[DATA TO USE — start]

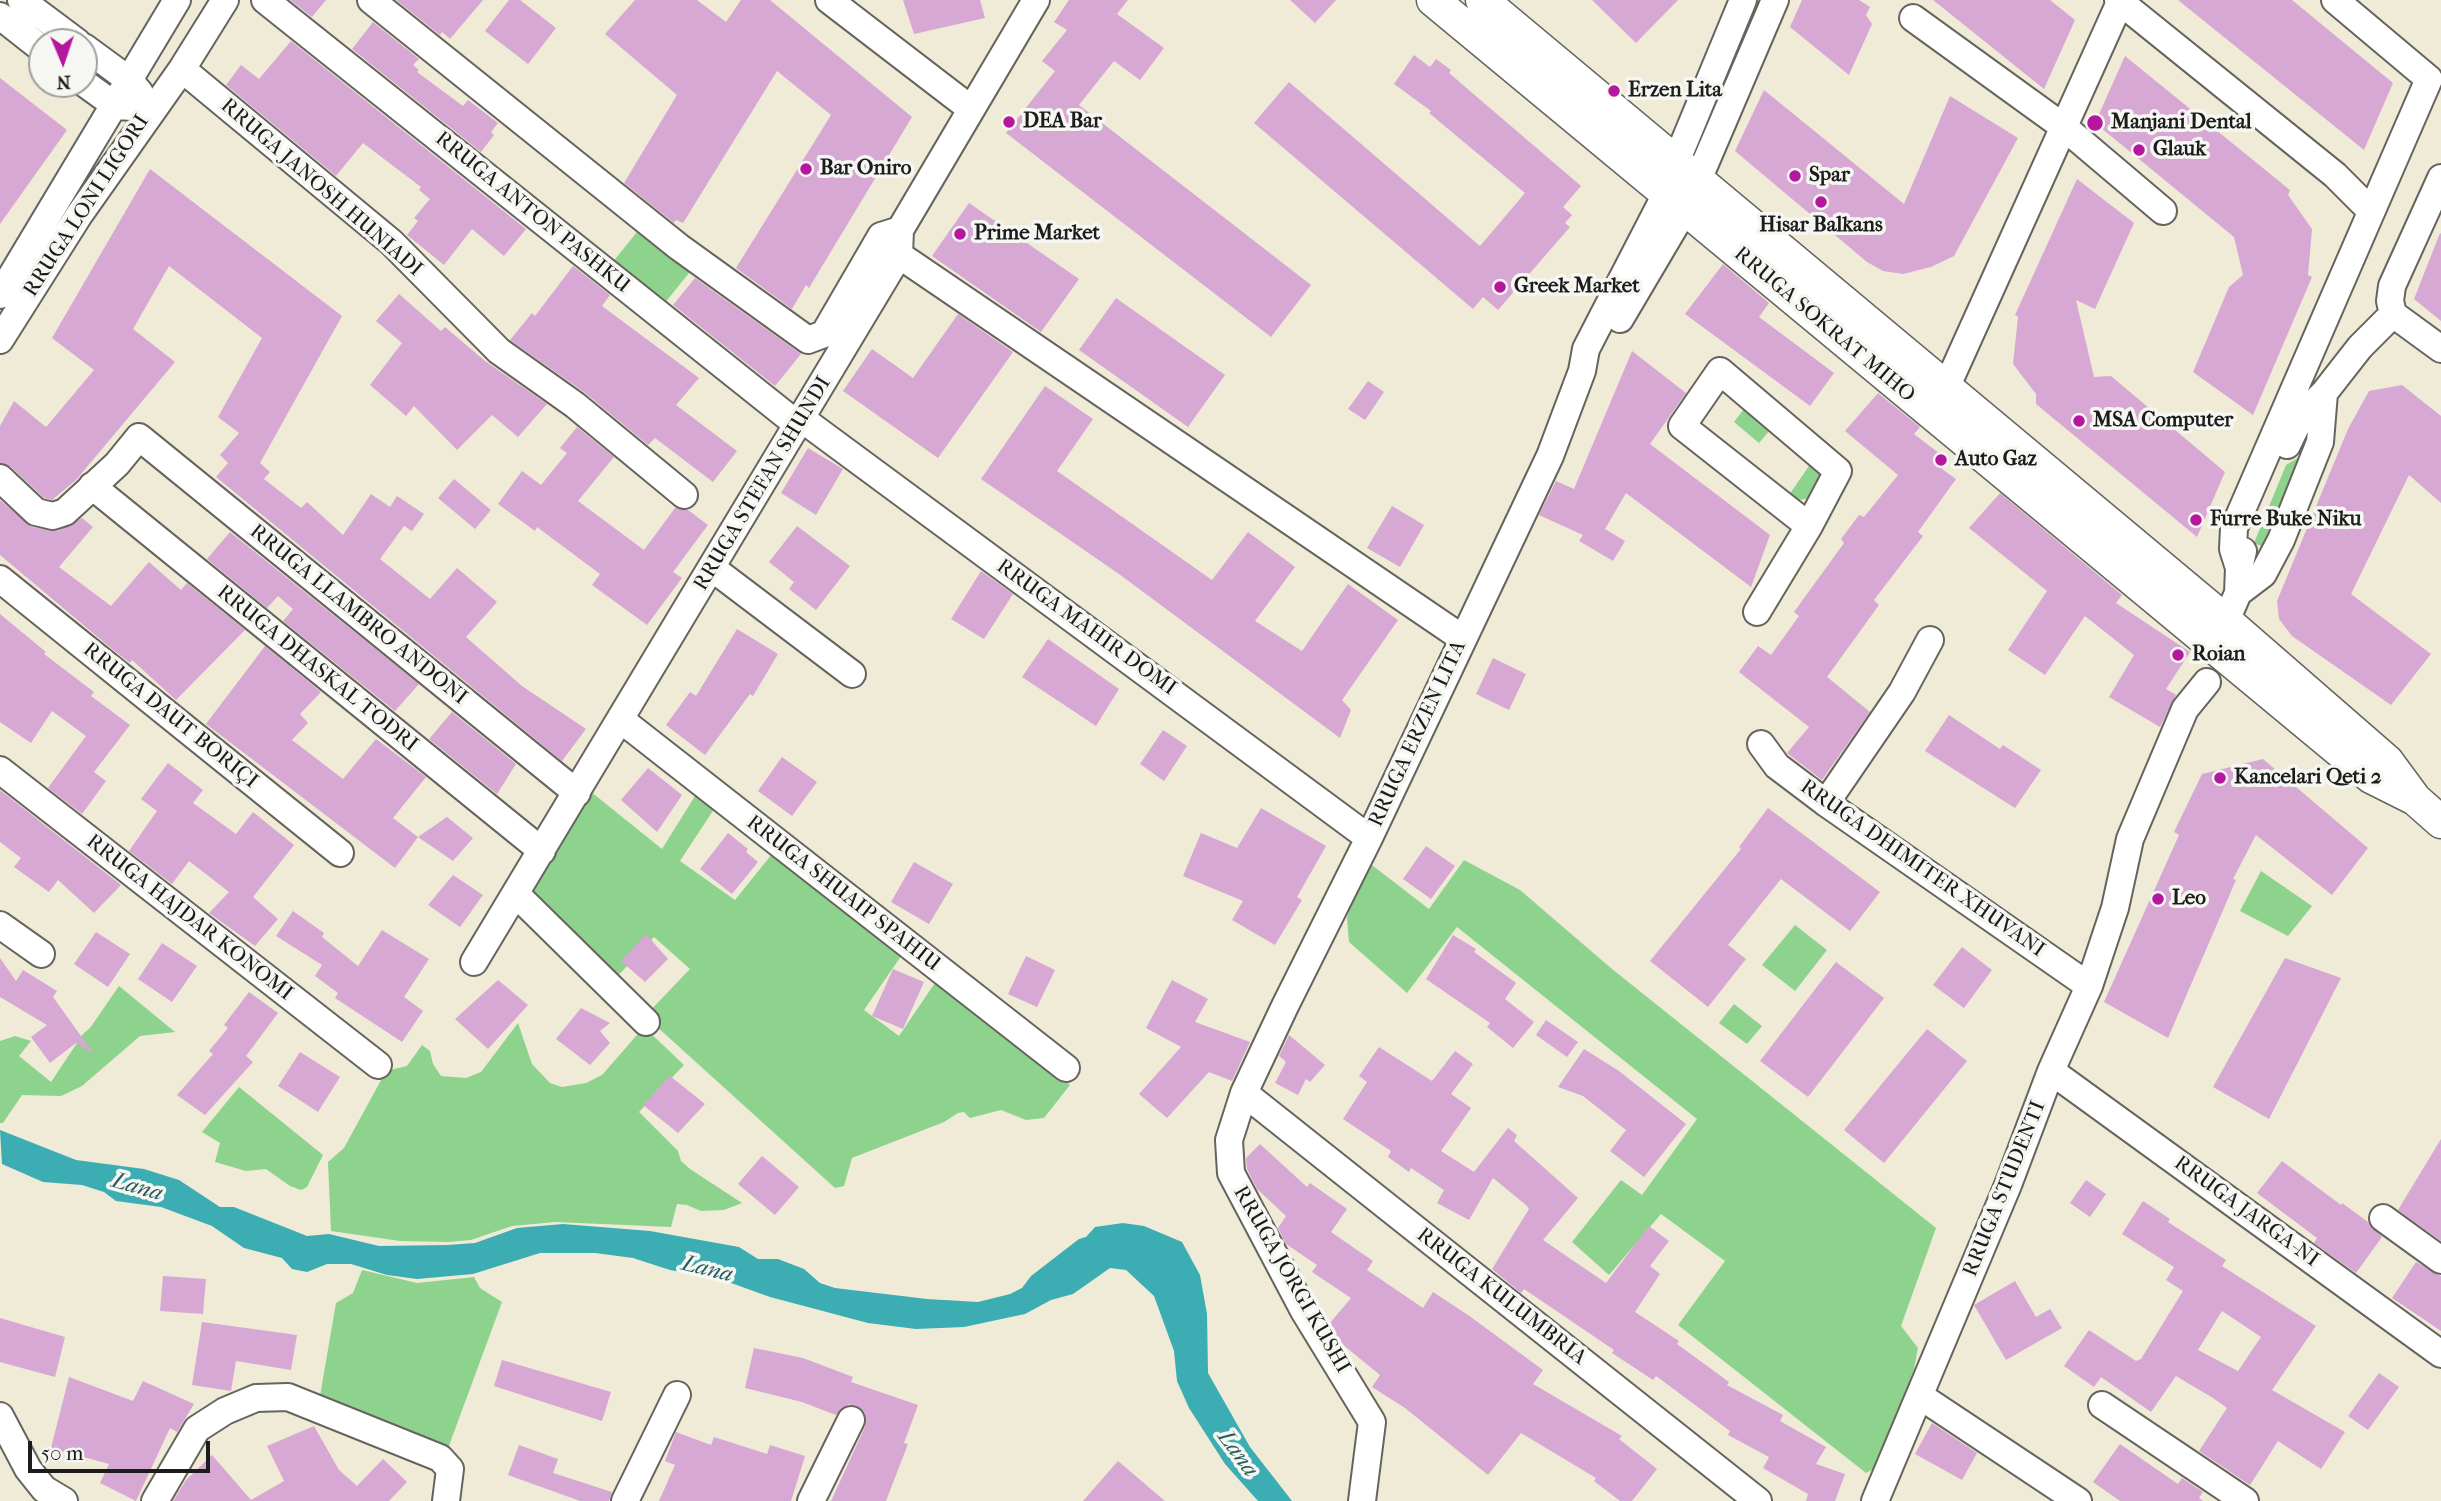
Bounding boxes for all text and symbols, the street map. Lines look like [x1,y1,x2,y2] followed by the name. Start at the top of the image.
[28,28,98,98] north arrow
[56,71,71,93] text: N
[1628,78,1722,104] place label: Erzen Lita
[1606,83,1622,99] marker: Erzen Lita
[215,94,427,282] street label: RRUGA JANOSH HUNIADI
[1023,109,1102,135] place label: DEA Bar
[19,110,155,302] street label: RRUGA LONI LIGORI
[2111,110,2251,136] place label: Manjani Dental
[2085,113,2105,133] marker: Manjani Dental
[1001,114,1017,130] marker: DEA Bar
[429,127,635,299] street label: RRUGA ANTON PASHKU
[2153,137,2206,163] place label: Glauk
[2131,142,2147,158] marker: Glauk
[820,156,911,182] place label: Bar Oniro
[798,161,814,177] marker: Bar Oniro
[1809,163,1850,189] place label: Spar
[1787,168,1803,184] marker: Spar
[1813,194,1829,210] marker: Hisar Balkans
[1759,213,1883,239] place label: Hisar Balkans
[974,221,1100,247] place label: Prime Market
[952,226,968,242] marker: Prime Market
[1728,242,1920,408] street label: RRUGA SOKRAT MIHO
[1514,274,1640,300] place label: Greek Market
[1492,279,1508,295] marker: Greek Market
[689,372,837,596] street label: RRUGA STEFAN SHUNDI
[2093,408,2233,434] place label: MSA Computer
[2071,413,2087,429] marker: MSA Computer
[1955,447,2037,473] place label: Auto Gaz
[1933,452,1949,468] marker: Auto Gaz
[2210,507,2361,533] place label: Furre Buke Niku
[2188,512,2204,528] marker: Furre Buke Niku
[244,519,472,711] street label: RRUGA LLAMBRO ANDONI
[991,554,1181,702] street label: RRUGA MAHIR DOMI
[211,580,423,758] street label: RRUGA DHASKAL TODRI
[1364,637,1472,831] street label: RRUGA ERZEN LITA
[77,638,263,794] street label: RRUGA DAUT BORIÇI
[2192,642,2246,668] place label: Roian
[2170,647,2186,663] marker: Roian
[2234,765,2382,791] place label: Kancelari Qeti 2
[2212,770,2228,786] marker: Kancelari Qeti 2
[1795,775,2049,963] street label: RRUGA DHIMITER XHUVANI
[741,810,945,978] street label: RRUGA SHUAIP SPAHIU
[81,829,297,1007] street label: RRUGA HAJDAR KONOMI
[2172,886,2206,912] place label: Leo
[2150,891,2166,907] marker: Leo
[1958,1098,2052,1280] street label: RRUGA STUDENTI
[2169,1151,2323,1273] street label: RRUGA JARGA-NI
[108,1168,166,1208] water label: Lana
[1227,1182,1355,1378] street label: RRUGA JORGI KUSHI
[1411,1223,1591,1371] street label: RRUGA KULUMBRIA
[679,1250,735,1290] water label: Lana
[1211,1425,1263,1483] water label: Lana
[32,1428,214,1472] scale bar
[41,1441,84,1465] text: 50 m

[DATA TO USE — finish]

* WHAT YOU ARE ASKED TO DO *
Scan the entries for lines holding the string "text", then copy every one of them.

* RESULT FOR THIS TASK *
Bounding boxes for all text and symbols, the street map. Lines look like [x1,y1,x2,y2] followed by the name. Start at the top of the image.
[56,71,71,93] text: N
[41,1441,84,1465] text: 50 m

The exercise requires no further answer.